**Description of the task:** Reproduce every line of the listing as written, apart from the pictures.
========
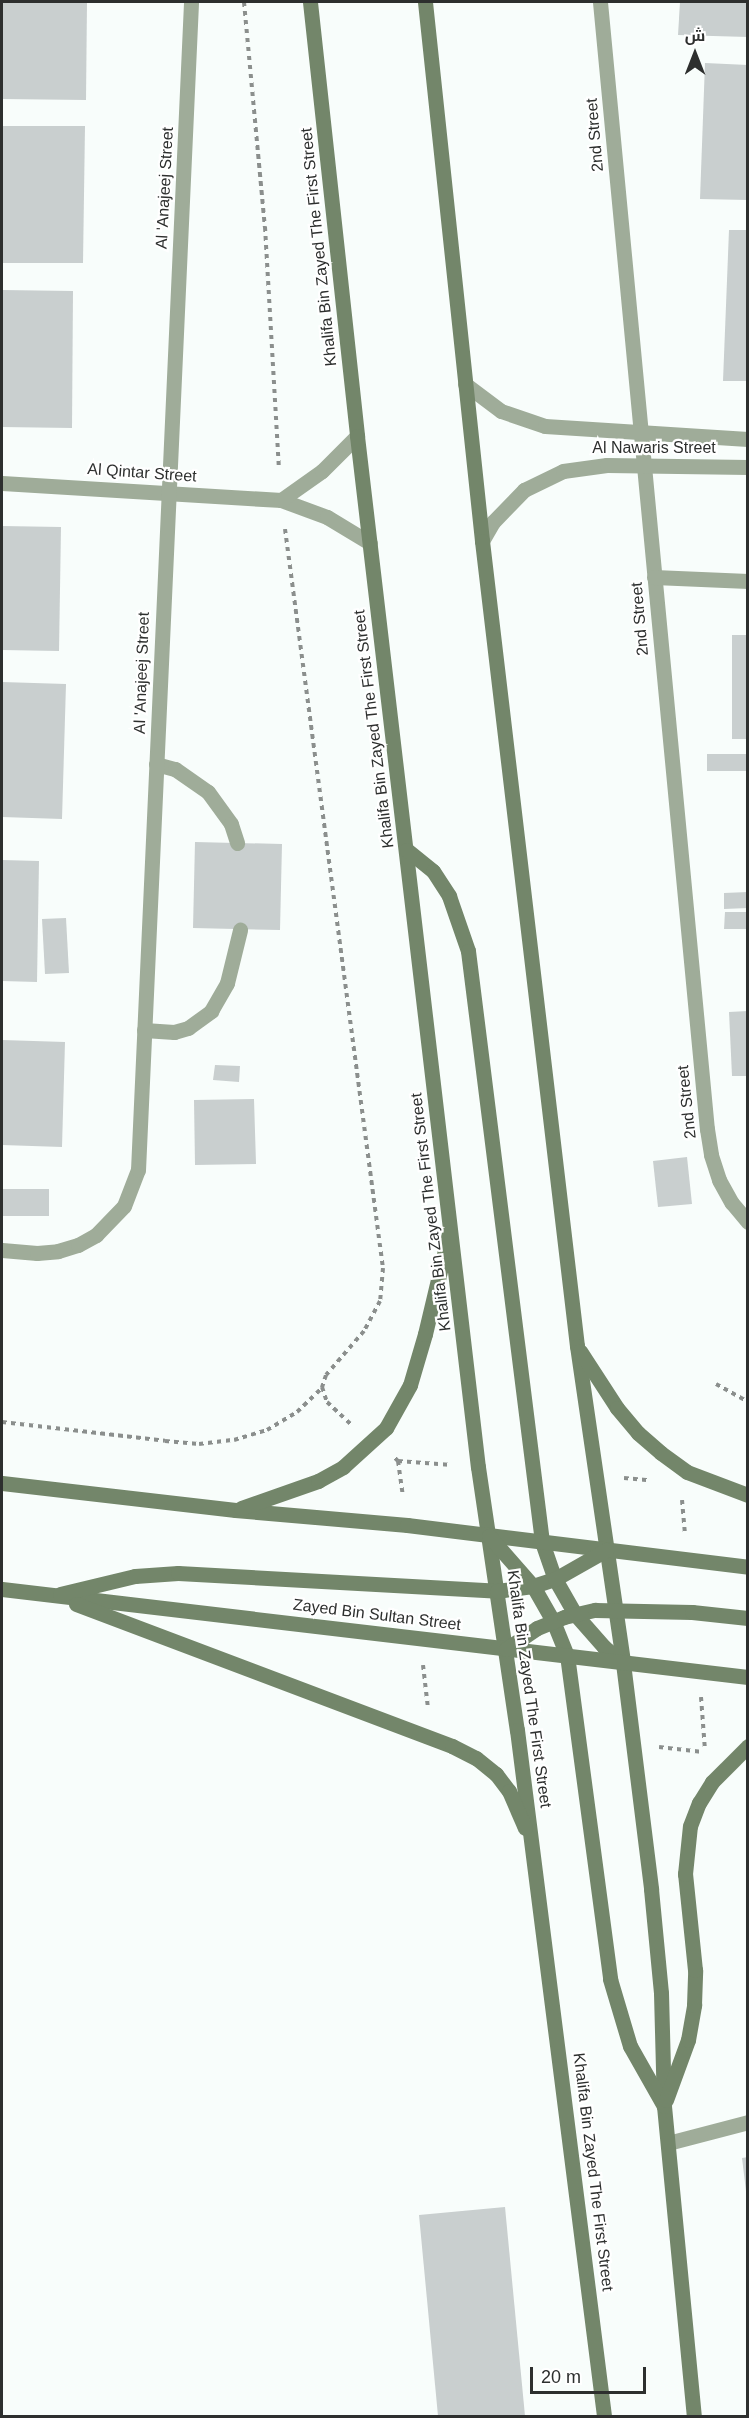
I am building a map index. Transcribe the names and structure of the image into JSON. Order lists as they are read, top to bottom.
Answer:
{
  "streets": {
    "main road": ["Khalifa Bin Zayed The First Street", "Zayed Bin Sultan Street"],
    "street": [
      "2nd Street",
      "Al 'Anajeej Street",
      "Al Nawaris Street",
      "Al Qintar Street"
    ]
  },
  "crossings": [
    ["2nd Street", "Al Nawaris Street"],
    ["Al 'Anajeej Street", "Al Qintar Street"],
    ["Khalifa Bin Zayed The First Street", "Al Qintar Street"],
    ["Khalifa Bin Zayed The First Street", "Zayed Bin Sultan Street"]
  ],
  "scale_bar": "20 m",
  "north": "top"
}
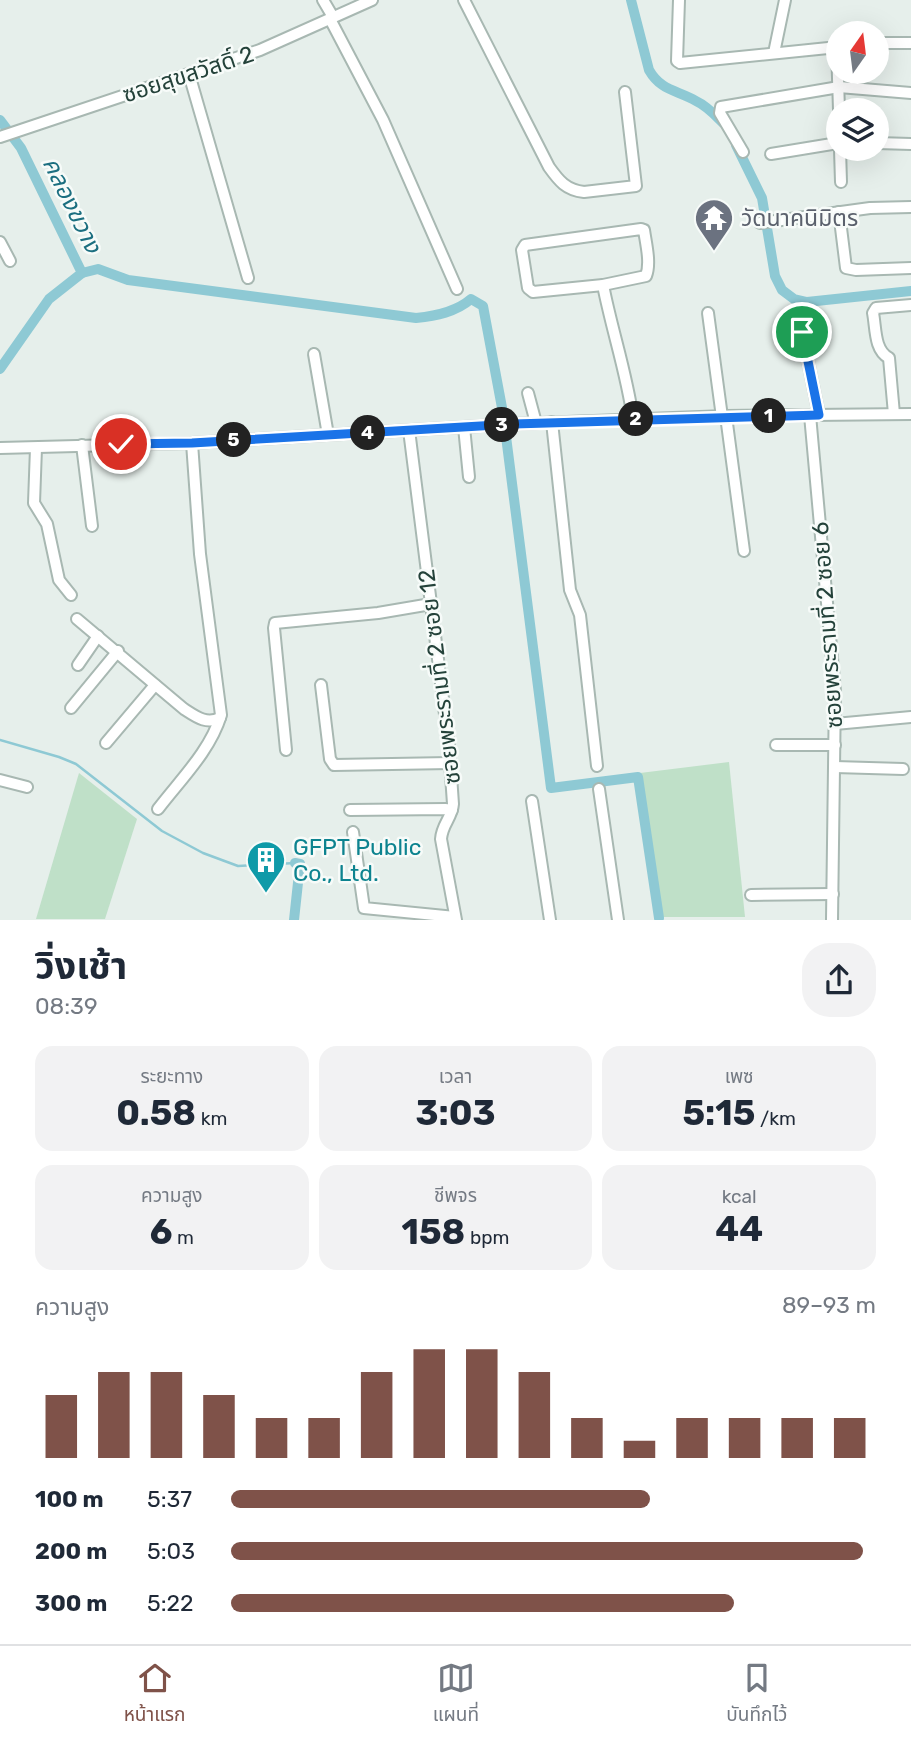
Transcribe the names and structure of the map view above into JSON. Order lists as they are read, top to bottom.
{
  "streets": {
    "street": ["ซอยสุขสวัสดิ์ 2", "ซอยพระรามที่ 2 ซอย 6", "ซอยพระรามที่ 2 ซอย 12"]
  },
  "water": ["คลองขวาง"],
  "places": {
    "temple": ["วัดนาคนิมิตร"],
    "building": ["GFPT Public Co., Ltd."]
  },
  "north": "top",
  "page": {
    "pins": [
      "1",
      "2",
      "3",
      "4",
      "5"
    ],
    "heading": ["วิ่งเช้า", "08:39"],
    "stats": [
      ["ระยะทาง", "0.58 km"],
      ["เวลา", "3:03"],
      ["เพซ", "5:15 /km"],
      ["ความสูง", "6 m"],
      ["ชีพจร", "158 bpm"],
      ["kcal", "44"]
    ],
    "chart": ["ความสูง", "89–93 m"],
    "list": [
      {
        "name": "100 m",
        "note": "5:37"
      },
      {
        "name": "200 m",
        "note": "5:03"
      },
      {
        "name": "300 m",
        "note": "5:22"
      }
    ],
    "tabs": ["หน้าแรก", "แผนที่", "บันทึกไว้"]
  }
}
========
**Written solution:**
I am building a map index. Transcribe the names and structure of the image into JSON. Order lists as they are read, top to bottom.
Answer:
{
  "streets": {
    "main road": ["Khalifa Bin Zayed The First Street", "Zayed Bin Sultan Street"],
    "street": [
      "2nd Street",
      "Al 'Anajeej Street",
      "Al Nawaris Street",
      "Al Qintar Street"
    ]
  },
  "crossings": [
    ["2nd Street", "Al Nawaris Street"],
    ["Al 'Anajeej Street", "Al Qintar Street"],
    ["Khalifa Bin Zayed The First Street", "Al Qintar Street"],
    ["Khalifa Bin Zayed The First Street", "Zayed Bin Sultan Street"]
  ],
  "scale_bar": "20 m",
  "north": "top"
}
Transcribe the names and structure of the map view above into JSON. Order lists as they are read, top to bottom.
{
  "streets": {
    "street": ["ซอยสุขสวัสดิ์ 2", "ซอยพระรามที่ 2 ซอย 6", "ซอยพระรามที่ 2 ซอย 12"]
  },
  "water": ["คลองขวาง"],
  "places": {
    "temple": ["วัดนาคนิมิตร"],
    "building": ["GFPT Public Co., Ltd."]
  },
  "north": "top",
  "page": {
    "pins": [
      "1",
      "2",
      "3",
      "4",
      "5"
    ],
    "heading": ["วิ่งเช้า", "08:39"],
    "stats": [
      ["ระยะทาง", "0.58 km"],
      ["เวลา", "3:03"],
      ["เพซ", "5:15 /km"],
      ["ความสูง", "6 m"],
      ["ชีพจร", "158 bpm"],
      ["kcal", "44"]
    ],
    "chart": ["ความสูง", "89–93 m"],
    "list": [
      {
        "name": "100 m",
        "note": "5:37"
      },
      {
        "name": "200 m",
        "note": "5:03"
      },
      {
        "name": "300 m",
        "note": "5:22"
      }
    ],
    "tabs": ["หน้าแรก", "แผนที่", "บันทึกไว้"]
  }
}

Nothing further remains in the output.